◆ **TASK ITEM**:
Look below for the line that contains "const ctx = document.querySelector('canvas').getContext('2d');", then copy it and each following line exactly, through and including the line that contains "const shape = rows".

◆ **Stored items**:
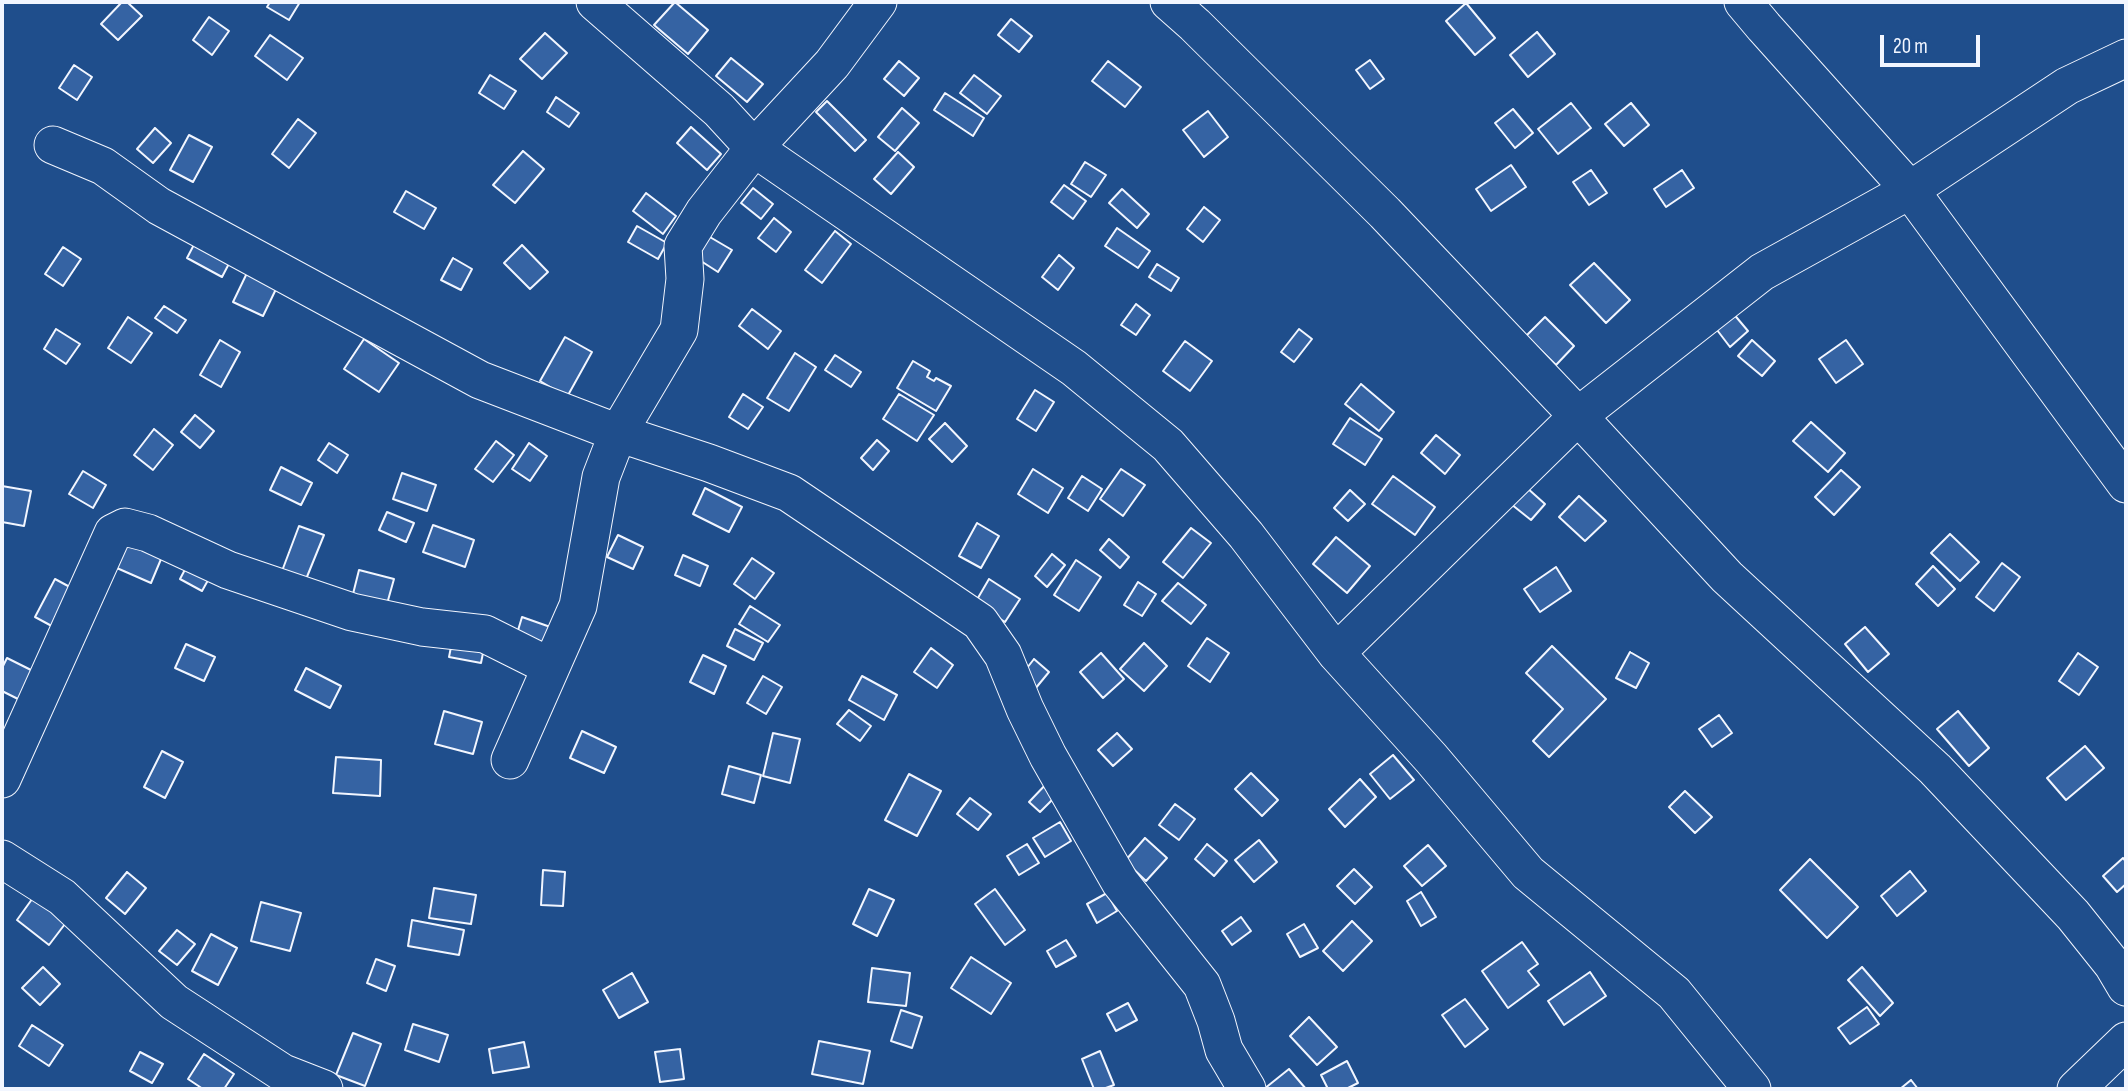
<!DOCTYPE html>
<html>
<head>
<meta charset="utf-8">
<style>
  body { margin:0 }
  #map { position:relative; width:2128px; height:1091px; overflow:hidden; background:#1f4e8c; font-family:"Sofia Sans Condensed",sans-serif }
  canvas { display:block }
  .frame { position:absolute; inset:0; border:4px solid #f2f6ff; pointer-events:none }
  .scale { position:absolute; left:1880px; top:35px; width:100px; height:32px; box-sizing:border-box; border:4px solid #f2f6ff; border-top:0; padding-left:9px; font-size:21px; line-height:24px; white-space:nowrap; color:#f2f6ff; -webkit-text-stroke:5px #1f4e8c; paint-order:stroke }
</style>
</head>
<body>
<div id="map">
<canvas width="2128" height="1091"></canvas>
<div class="frame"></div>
<div class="scale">20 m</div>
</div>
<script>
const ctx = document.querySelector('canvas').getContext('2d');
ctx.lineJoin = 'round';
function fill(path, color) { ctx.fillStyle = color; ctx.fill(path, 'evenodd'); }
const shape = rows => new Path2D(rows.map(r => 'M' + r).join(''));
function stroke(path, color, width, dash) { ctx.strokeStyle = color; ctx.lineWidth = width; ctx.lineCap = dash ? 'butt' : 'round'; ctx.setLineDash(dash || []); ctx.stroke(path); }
const building = shape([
  [122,2,127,2,142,16,118,40,101,24,122,2],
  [270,2,300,2,289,20,267,7,270,2],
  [675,2,708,30,688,54,654,25,675,2],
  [1466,3,1495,38,1475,55,1446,21,1466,3],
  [209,17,229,31,212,55,193,40,209,17],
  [1011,19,1032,36,1019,52,998,35,1011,19],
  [1537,32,1555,54,1528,77,1510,55,1537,32],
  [545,33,567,53,542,79,520,59,545,33],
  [270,35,303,58,287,80,255,56,270,35],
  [731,58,763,84,747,102,716,76,731,58],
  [1370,60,1384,79,1370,89,1356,70,1370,60],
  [899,61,919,78,904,96,884,79,899,61],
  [1108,61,1141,87,1125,107,1092,81,1108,61],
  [74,65,92,77,77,100,59,88,74,65],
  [490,75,516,91,504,109,479,93,490,75],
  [974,75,1001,96,987,114,960,93,974,75],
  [945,93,984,118,973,136,934,110,945,93],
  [556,97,579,113,569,127,547,112,556,97],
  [827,101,866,140,855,151,816,112,827,101],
  [1571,103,1591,128,1558,154,1538,129,1571,103],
  [1631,103,1649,125,1624,146,1605,124,1631,103],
  [902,108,919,123,895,151,878,137,902,108],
  [1513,109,1533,133,1515,148,1495,123,1513,109],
  [1208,111,1228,137,1204,157,1183,130,1208,111],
  [298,119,316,133,289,168,272,154,298,119],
  [691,127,721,154,707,170,677,143,691,127],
  [155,128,171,143,153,163,137,149,155,128],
  [189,135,212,147,193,182,170,170,189,135],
  [523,151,544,169,515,203,493,185,523,151],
  [898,152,914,167,891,194,874,179,898,152],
  [1085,162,1106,175,1091,197,1071,184,1085,162],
  [1511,165,1526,187,1491,211,1476,189,1511,165],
  [1591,170,1607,193,1589,205,1573,182,1591,170],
  [1682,170,1694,188,1666,207,1654,189,1682,170],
  [1064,185,1086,201,1073,219,1051,202,1064,185],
  [753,188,773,204,761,219,741,203,753,188],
  [1122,189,1149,214,1137,228,1109,203,1122,189],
  [406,191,436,208,424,229,394,212,406,191],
  [646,193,676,216,663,234,633,211,646,193],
  [1204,207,1220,220,1203,242,1187,229,1204,207],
  [774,218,791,232,776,252,758,238,774,218],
  [637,226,667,243,658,259,628,242,637,226],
  [1117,228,1150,251,1138,268,1105,246,1117,228],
  [835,231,851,244,822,283,805,270,835,231],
  [703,233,732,250,718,272,690,254,703,233],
  [199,235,234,254,222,277,187,258,199,235],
  [522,245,548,272,530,289,504,263,522,245],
  [63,247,81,259,63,286,45,274,63,247],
  [1059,255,1074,268,1058,290,1042,277,1059,255],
  [453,258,472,269,461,290,441,280,453,258],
  [1594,263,1630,300,1606,323,1570,285,1594,263],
  [1157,264,1179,278,1171,291,1149,277,1157,264],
  [247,273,277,287,263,316,233,302,247,273],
  [1136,304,1150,315,1136,335,1121,325,1136,304],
  [164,306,186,320,177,333,155,318,164,306],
  [752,309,781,331,768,349,739,326,752,309],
  [1732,312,1748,331,1730,347,1714,326,1732,312],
  [128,317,152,333,131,363,108,348,128,317],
  [1545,317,1574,346,1556,365,1526,336,1545,317],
  [56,329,80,344,66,364,44,349,56,329],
  [1299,329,1312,339,1294,362,1281,352,1299,329],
  [565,337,592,352,567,397,540,381,565,337],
  [364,339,399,363,379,392,344,369,364,339],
  [220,340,240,352,221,387,200,375,220,340],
  [1752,340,1775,361,1762,376,1738,356,1752,340],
  [1846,340,1863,364,1836,383,1819,359,1846,340],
  [1185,341,1212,361,1190,391,1163,371,1185,341],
  [795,353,816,367,789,411,767,398,795,353],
  [835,355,861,372,851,387,825,370,835,355],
  [913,361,930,371,927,377,934,381,936,378,951,386,936,411,897,388,913,361],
  [1361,384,1394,412,1379,431,1345,404,1361,384],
  [1035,390,1054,402,1036,431,1017,419,1035,390],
  [743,394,763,407,748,429,729,417,743,394],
  [899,394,934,415,917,441,883,419,899,394],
  [195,415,214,431,200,448,181,432,195,415],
  [1350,418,1382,439,1365,465,1333,444,1350,418],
  [1811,422,1845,453,1828,472,1793,441,1811,422],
  [945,423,967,446,952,462,929,439,945,423],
  [154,429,173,445,153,470,134,455,154,429],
  [1436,435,1460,455,1445,474,1421,453,1436,435],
  [877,440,889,451,873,470,861,458,877,440],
  [496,441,514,455,493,482,475,469,496,441],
  [329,443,348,455,337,473,318,460,329,443],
  [529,443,547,456,530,481,512,469,529,443],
  [281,467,312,483,301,505,270,490,281,467],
  [1033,469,1063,488,1048,513,1018,494,1033,469],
  [1121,469,1145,485,1123,516,1100,499,1121,469],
  [1841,470,1860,487,1834,515,1815,497,1841,470],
  [83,471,106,485,93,508,69,494,83,471],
  [402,473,436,485,427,511,393,499,402,473],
  [1082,476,1102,489,1088,511,1068,498,1082,476],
  [1393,476,1435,507,1415,535,1372,504,1393,476],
  [2,486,31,491,24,526,2,522,2,486],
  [1526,487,1545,504,1531,520,1511,504,1526,487],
  [705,488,742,507,729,532,693,514,705,488],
  [1350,490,1365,504,1348,521,1334,508,1350,490],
  [1579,496,1606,521,1585,541,1559,517,1579,496],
  [387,512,414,523,406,542,379,530,387,512],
  [977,523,999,536,981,568,959,556,977,523],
  [433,525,474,540,465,567,423,552,433,525],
  [299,526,324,535,302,589,279,579,299,526],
  [1191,528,1211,543,1183,578,1163,562,1191,528],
  [123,534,164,552,151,583,110,565,123,534],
  [1950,534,1979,562,1960,581,1931,553,1950,534],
  [618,535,643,547,633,569,607,557,618,535],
  [1336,537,1370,566,1347,593,1313,564,1336,537],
  [1109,539,1129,557,1120,568,1100,550,1109,539],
  [1052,554,1065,565,1047,587,1035,576,1052,554],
  [683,555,708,566,700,586,675,575,683,555],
  [752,558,774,573,755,599,734,584,752,558],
  [190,560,212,573,202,591,180,579,190,560],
  [1076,560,1101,577,1079,611,1054,595,1076,560],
  [2002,563,2020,577,1994,611,1976,597,2002,563],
  [1933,566,1955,589,1938,606,1916,584,1933,566],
  [1556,567,1571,591,1540,612,1524,589,1556,567],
  [359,570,394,579,385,611,351,602,359,570],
  [55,579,81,593,61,631,35,617,55,579],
  [989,579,1020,599,1005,622,975,603,989,579],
  [1138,582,1156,594,1142,616,1124,605,1138,582],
  [1178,583,1206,605,1191,624,1162,601,1178,583],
  [750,606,780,625,768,642,739,624,750,606],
  [522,617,556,629,546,659,513,647,522,617],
  [1865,627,1889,654,1868,672,1845,644,1865,627],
  [735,629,763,643,754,660,727,646,735,629],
  [453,637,485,643,481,663,449,657,453,637],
  [1207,638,1229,653,1210,682,1188,666,1207,638],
  [1144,643,1167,666,1144,691,1120,669,1144,643],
  [186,644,215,657,204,681,175,668,186,644],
  [1552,646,1606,699,1549,757,1533,741,1563,709,1526,673,1552,646],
  [931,648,953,665,937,688,914,672,931,648],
  [1630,652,1649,663,1636,688,1616,678,1630,652],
  [1101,653,1124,679,1103,698,1080,672,1101,653],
  [2078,653,2098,667,2079,695,2059,681,2078,653],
  [703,655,726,666,714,694,690,682,703,655],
  [7,658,41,675,26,703,2,691,2,668,7,658],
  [1034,659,1049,672,1035,689,1020,677,1034,659],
  [306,668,341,686,330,708,295,690,306,668],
  [763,676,782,687,766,714,747,703,763,676],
  [862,676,897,695,884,720,849,700,862,676],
  [849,710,871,726,860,741,837,724,849,710],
  [444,711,482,722,473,754,435,744,444,711],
  [1958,711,1989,748,1969,766,1937,729,1958,711],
  [1719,715,1732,733,1712,747,1699,729,1719,715],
  [582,731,616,747,604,773,570,758,582,731],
  [773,733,800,739,790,783,763,776,773,733],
  [1117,733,1132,749,1113,766,1098,750,1117,733],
  [2085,746,2104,768,2066,800,2047,778,2085,746],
  [162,751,183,762,165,798,144,787,162,751],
  [1393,755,1414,780,1390,799,1370,774,1393,755],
  [336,757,381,760,380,796,333,793,336,757],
  [729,766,761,775,754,803,722,794,729,766],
  [1251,773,1278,800,1262,816,1235,789,1251,773],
  [909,774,941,791,917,836,885,820,909,774],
  [1360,779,1376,797,1345,827,1329,809,1360,779],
  [1049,781,1060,792,1040,812,1029,802,1049,781],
  [1685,791,1712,817,1695,833,1669,807,1685,791],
  [970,798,991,814,978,830,957,814,970,798],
  [1175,804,1195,819,1179,840,1159,825,1175,804],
  [1060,822,1071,841,1045,857,1033,838,1060,822],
  [1145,838,1167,858,1146,881,1125,861,1145,838],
  [1259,840,1277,862,1254,882,1235,860,1259,840],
  [1027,844,1039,863,1019,875,1007,856,1027,844],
  [1207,844,1227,861,1214,876,1195,859,1207,844],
  [1428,845,1446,866,1422,886,1404,866,1428,845],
  [2123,858,2126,862,2126,884,2117,892,2103,876,2123,858],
  [1810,859,1858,907,1827,938,1780,890,1810,859],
  [1354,869,1372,887,1355,904,1337,886,1354,869],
  [543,870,565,872,563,906,541,905,543,870],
  [1910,871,1926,891,1897,916,1881,896,1910,871],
  [127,872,146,888,125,914,106,898,127,872],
  [434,888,476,895,471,924,429,918,434,888],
  [869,889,894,900,877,936,853,924,869,889],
  [995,889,1025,930,1005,945,975,904,995,889],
  [1421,892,1436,917,1421,926,1407,901,1421,892],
  [1107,893,1117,911,1097,923,1087,904,1107,893],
  [35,895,68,920,49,945,17,920,35,895],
  [261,902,301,913,290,951,251,941,261,902],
  [1241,917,1251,931,1232,945,1222,931,1241,917],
  [412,920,464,930,459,955,408,946,412,920],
  [1352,921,1372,941,1343,971,1323,951,1352,921],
  [1304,924,1318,948,1300,957,1287,934,1304,924],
  [177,930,195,944,177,965,159,951,177,930],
  [211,934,237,948,218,985,192,971,211,934],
  [1066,940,1076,956,1056,967,1047,951,1066,940],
  [1522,942,1538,964,1528,971,1539,985,1508,1008,1482,971,1522,942],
  [971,957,1011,983,991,1014,951,988,971,957],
  [376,959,395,966,386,991,367,983,376,959],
  [43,967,60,984,40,1005,22,988,43,967],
  [1862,967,1893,1003,1880,1016,1848,980,1862,967],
  [872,968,910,973,906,1006,868,1002,872,968],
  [1590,972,1606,996,1564,1025,1548,1001,1590,972],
  [632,973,648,1002,619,1018,603,990,632,973],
  [1465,999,1488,1029,1465,1047,1442,1015,1465,999],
  [1128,1003,1137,1020,1116,1031,1107,1014,1128,1003],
  [1867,1007,1879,1024,1850,1044,1838,1028,1867,1007],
  [901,1010,922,1017,912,1048,891,1041,901,1010],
  [1309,1017,1337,1047,1317,1065,1290,1036,1309,1017],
  [413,1024,448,1035,439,1062,405,1050,413,1024],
  [32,1025,63,1045,49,1066,19,1046,32,1025],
  [353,1033,381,1044,365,1086,336,1075,353,1033],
  [819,1041,870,1051,863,1084,812,1074,819,1041],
  [524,1042,529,1067,493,1073,489,1049,524,1042],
  [680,1049,684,1079,660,1082,655,1052,680,1049],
  [1100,1051,1114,1085,1103,1089,1094,1089,1082,1059,1100,1051],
  [140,1052,163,1064,152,1083,130,1071,140,1052],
  [204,1054,234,1074,224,1089,203,1089,188,1079,204,1054],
  [1347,1061,1358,1083,1346,1089,1328,1089,1321,1075,1347,1061],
  [1289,1069,1306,1089,1264,1089,1289,1069],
  [1911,1080,1918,1089,1900,1089,1911,1080]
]);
const minor = shape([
  [595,2,719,110,754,148,1074,368,1168,445,1246,535,1336,653,1431,758,1528,873,1674,993,1752,1089],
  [1169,2,1195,25,1385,213,1578,416,1727,577,1935,769,2073,915,2113,965,2126,987],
  [1743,2,1764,27,1910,190,2126,484],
  [53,145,103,166,159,206,480,380,618,433,709,463,789,493,980,622,1003,655,1025,709,1048,756,1120,882,1202,985,1216,1021,1224,1050,1247,1089],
  [1336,653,1578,416,1762,272,1910,190,2067,86,2126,58],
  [510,760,578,606,601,477,618,433,679,330,685,279,683,246,704,212,754,148,832,64,878,2],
  [2,779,113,533,125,527,148,533,228,570,352,612,422,627,485,634,551,667],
  [2,859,62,897,174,1002,283,1073,324,1089],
  [2076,1089,2126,1041]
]);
fill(building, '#3563a3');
stroke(building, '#f2f6ff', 2);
stroke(minor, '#f2f6ff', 39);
stroke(minor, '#1f4e8c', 37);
</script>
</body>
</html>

◆ **RESPONSE TO THIS TASK**:
const ctx = document.querySelector('canvas').getContext('2d');
ctx.lineJoin = 'round';
function fill(path, color) { ctx.fillStyle = color; ctx.fill(path, 'evenodd'); }
const shape = rows => new Path2D(rows.map(r => 'M' + r).join(''));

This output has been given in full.